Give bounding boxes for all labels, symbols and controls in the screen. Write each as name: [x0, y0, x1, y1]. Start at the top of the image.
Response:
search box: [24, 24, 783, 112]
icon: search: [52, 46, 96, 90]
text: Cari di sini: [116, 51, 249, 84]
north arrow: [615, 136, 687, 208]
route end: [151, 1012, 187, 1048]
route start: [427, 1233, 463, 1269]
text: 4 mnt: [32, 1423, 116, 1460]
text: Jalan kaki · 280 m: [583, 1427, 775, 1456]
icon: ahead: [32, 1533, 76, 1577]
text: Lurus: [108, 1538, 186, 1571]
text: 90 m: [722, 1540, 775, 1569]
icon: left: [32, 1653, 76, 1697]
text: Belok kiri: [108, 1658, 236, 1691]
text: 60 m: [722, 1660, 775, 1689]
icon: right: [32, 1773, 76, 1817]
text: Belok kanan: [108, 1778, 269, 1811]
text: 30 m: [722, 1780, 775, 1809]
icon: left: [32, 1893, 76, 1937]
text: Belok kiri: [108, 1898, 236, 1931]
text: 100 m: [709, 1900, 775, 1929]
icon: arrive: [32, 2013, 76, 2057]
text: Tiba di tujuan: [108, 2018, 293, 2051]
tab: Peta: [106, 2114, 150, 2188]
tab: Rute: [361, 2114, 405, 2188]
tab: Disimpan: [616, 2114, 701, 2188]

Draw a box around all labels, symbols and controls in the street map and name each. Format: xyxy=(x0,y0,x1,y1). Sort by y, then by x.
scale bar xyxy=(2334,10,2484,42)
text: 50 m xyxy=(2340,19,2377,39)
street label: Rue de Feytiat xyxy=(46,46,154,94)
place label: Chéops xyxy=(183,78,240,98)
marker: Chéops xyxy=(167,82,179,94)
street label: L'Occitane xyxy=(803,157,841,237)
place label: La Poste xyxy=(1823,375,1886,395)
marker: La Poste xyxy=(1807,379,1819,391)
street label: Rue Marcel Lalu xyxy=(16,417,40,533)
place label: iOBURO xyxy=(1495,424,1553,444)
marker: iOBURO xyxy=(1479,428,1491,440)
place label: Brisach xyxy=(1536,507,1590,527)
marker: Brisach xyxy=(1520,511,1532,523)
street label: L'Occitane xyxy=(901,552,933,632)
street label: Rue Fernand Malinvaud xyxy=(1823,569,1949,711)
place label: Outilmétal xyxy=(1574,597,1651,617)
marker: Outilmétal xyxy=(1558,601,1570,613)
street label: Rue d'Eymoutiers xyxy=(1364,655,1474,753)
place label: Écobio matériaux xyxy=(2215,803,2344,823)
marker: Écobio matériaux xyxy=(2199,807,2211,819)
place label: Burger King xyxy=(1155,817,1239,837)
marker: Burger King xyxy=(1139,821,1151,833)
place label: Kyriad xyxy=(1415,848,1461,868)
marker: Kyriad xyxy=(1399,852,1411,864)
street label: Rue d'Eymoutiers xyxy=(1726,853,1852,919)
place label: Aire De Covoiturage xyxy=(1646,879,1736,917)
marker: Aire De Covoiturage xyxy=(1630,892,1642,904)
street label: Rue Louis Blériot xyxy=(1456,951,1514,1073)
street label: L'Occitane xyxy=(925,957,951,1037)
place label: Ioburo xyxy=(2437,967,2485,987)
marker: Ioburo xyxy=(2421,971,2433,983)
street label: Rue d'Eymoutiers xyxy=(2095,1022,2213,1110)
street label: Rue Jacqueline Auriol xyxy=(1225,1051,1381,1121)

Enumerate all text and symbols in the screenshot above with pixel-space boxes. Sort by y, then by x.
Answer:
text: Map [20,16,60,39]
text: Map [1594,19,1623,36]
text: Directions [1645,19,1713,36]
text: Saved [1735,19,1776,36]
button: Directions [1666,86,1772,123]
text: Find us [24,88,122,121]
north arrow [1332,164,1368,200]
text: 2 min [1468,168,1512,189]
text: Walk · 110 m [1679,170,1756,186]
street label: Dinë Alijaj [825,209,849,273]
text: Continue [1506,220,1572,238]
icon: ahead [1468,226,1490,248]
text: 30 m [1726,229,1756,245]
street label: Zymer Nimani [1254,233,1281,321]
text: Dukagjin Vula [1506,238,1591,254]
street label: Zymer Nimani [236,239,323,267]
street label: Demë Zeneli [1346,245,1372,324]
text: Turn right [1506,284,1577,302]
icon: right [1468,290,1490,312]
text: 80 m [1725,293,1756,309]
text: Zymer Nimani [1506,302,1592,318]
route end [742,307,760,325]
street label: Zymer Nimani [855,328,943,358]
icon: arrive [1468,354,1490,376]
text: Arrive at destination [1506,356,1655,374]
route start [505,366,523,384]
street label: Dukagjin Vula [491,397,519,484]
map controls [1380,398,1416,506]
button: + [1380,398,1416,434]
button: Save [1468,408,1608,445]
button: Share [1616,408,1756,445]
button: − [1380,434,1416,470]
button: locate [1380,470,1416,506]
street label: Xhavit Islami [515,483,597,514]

- - -

After the last line, print all the entries once again, unchanged.

Answer box
Give bounding boxes for all labels, symbols and controls in the screen. Write each as name: [x0, y0, x1, y1]. Start at the top of the image.
Response:
search box: [24, 24, 783, 112]
icon: search: [52, 46, 96, 90]
text: Cari di sini: [116, 51, 249, 84]
north arrow: [615, 136, 687, 208]
route end: [151, 1012, 187, 1048]
route start: [427, 1233, 463, 1269]
text: 4 mnt: [32, 1423, 116, 1460]
text: Jalan kaki · 280 m: [583, 1427, 775, 1456]
icon: ahead: [32, 1533, 76, 1577]
text: Lurus: [108, 1538, 186, 1571]
text: 90 m: [722, 1540, 775, 1569]
icon: left: [32, 1653, 76, 1697]
text: Belok kiri: [108, 1658, 236, 1691]
text: 60 m: [722, 1660, 775, 1689]
icon: right: [32, 1773, 76, 1817]
text: Belok kanan: [108, 1778, 269, 1811]
text: 30 m: [722, 1780, 775, 1809]
icon: left: [32, 1893, 76, 1937]
text: Belok kiri: [108, 1898, 236, 1931]
text: 100 m: [709, 1900, 775, 1929]
icon: arrive: [32, 2013, 76, 2057]
text: Tiba di tujuan: [108, 2018, 293, 2051]
tab: Peta: [106, 2114, 150, 2188]
tab: Rute: [361, 2114, 405, 2188]
tab: Disimpan: [616, 2114, 701, 2188]

Draw a box around all labels, symbols and controls in the street map and name each. Format: xyxy=(x0,y0,x1,y1). Sort by y, then by x.
scale bar xyxy=(2334,10,2484,42)
text: 50 m xyxy=(2340,19,2377,39)
street label: Rue de Feytiat xyxy=(46,46,154,94)
place label: Chéops xyxy=(183,78,240,98)
marker: Chéops xyxy=(167,82,179,94)
street label: L'Occitane xyxy=(803,157,841,237)
place label: La Poste xyxy=(1823,375,1886,395)
marker: La Poste xyxy=(1807,379,1819,391)
street label: Rue Marcel Lalu xyxy=(16,417,40,533)
place label: iOBURO xyxy=(1495,424,1553,444)
marker: iOBURO xyxy=(1479,428,1491,440)
place label: Brisach xyxy=(1536,507,1590,527)
marker: Brisach xyxy=(1520,511,1532,523)
street label: L'Occitane xyxy=(901,552,933,632)
street label: Rue Fernand Malinvaud xyxy=(1823,569,1949,711)
place label: Outilmétal xyxy=(1574,597,1651,617)
marker: Outilmétal xyxy=(1558,601,1570,613)
street label: Rue d'Eymoutiers xyxy=(1364,655,1474,753)
place label: Écobio matériaux xyxy=(2215,803,2344,823)
marker: Écobio matériaux xyxy=(2199,807,2211,819)
place label: Burger King xyxy=(1155,817,1239,837)
marker: Burger King xyxy=(1139,821,1151,833)
place label: Kyriad xyxy=(1415,848,1461,868)
marker: Kyriad xyxy=(1399,852,1411,864)
street label: Rue d'Eymoutiers xyxy=(1726,853,1852,919)
place label: Aire De Covoiturage xyxy=(1646,879,1736,917)
marker: Aire De Covoiturage xyxy=(1630,892,1642,904)
street label: Rue Louis Blériot xyxy=(1456,951,1514,1073)
street label: L'Occitane xyxy=(925,957,951,1037)
place label: Ioburo xyxy=(2437,967,2485,987)
marker: Ioburo xyxy=(2421,971,2433,983)
street label: Rue d'Eymoutiers xyxy=(2095,1022,2213,1110)
street label: Rue Jacqueline Auriol xyxy=(1225,1051,1381,1121)

Enumerate all text and symbols in the screenshot above with pixel-space boxes. Sort by y, then by x.
Answer:
text: Map [20,16,60,39]
text: Map [1594,19,1623,36]
text: Directions [1645,19,1713,36]
text: Saved [1735,19,1776,36]
button: Directions [1666,86,1772,123]
text: Find us [24,88,122,121]
north arrow [1332,164,1368,200]
text: 2 min [1468,168,1512,189]
text: Walk · 110 m [1679,170,1756,186]
street label: Dinë Alijaj [825,209,849,273]
text: Continue [1506,220,1572,238]
icon: ahead [1468,226,1490,248]
text: 30 m [1726,229,1756,245]
street label: Zymer Nimani [1254,233,1281,321]
text: Dukagjin Vula [1506,238,1591,254]
street label: Zymer Nimani [236,239,323,267]
street label: Demë Zeneli [1346,245,1372,324]
text: Turn right [1506,284,1577,302]
icon: right [1468,290,1490,312]
text: 80 m [1725,293,1756,309]
text: Zymer Nimani [1506,302,1592,318]
route end [742,307,760,325]
street label: Zymer Nimani [855,328,943,358]
icon: arrive [1468,354,1490,376]
text: Arrive at destination [1506,356,1655,374]
route start [505,366,523,384]
street label: Dukagjin Vula [491,397,519,484]
map controls [1380,398,1416,506]
button: + [1380,398,1416,434]
button: Save [1468,408,1608,445]
button: Share [1616,408,1756,445]
button: − [1380,434,1416,470]
button: locate [1380,470,1416,506]
street label: Xhavit Islami [515,483,597,514]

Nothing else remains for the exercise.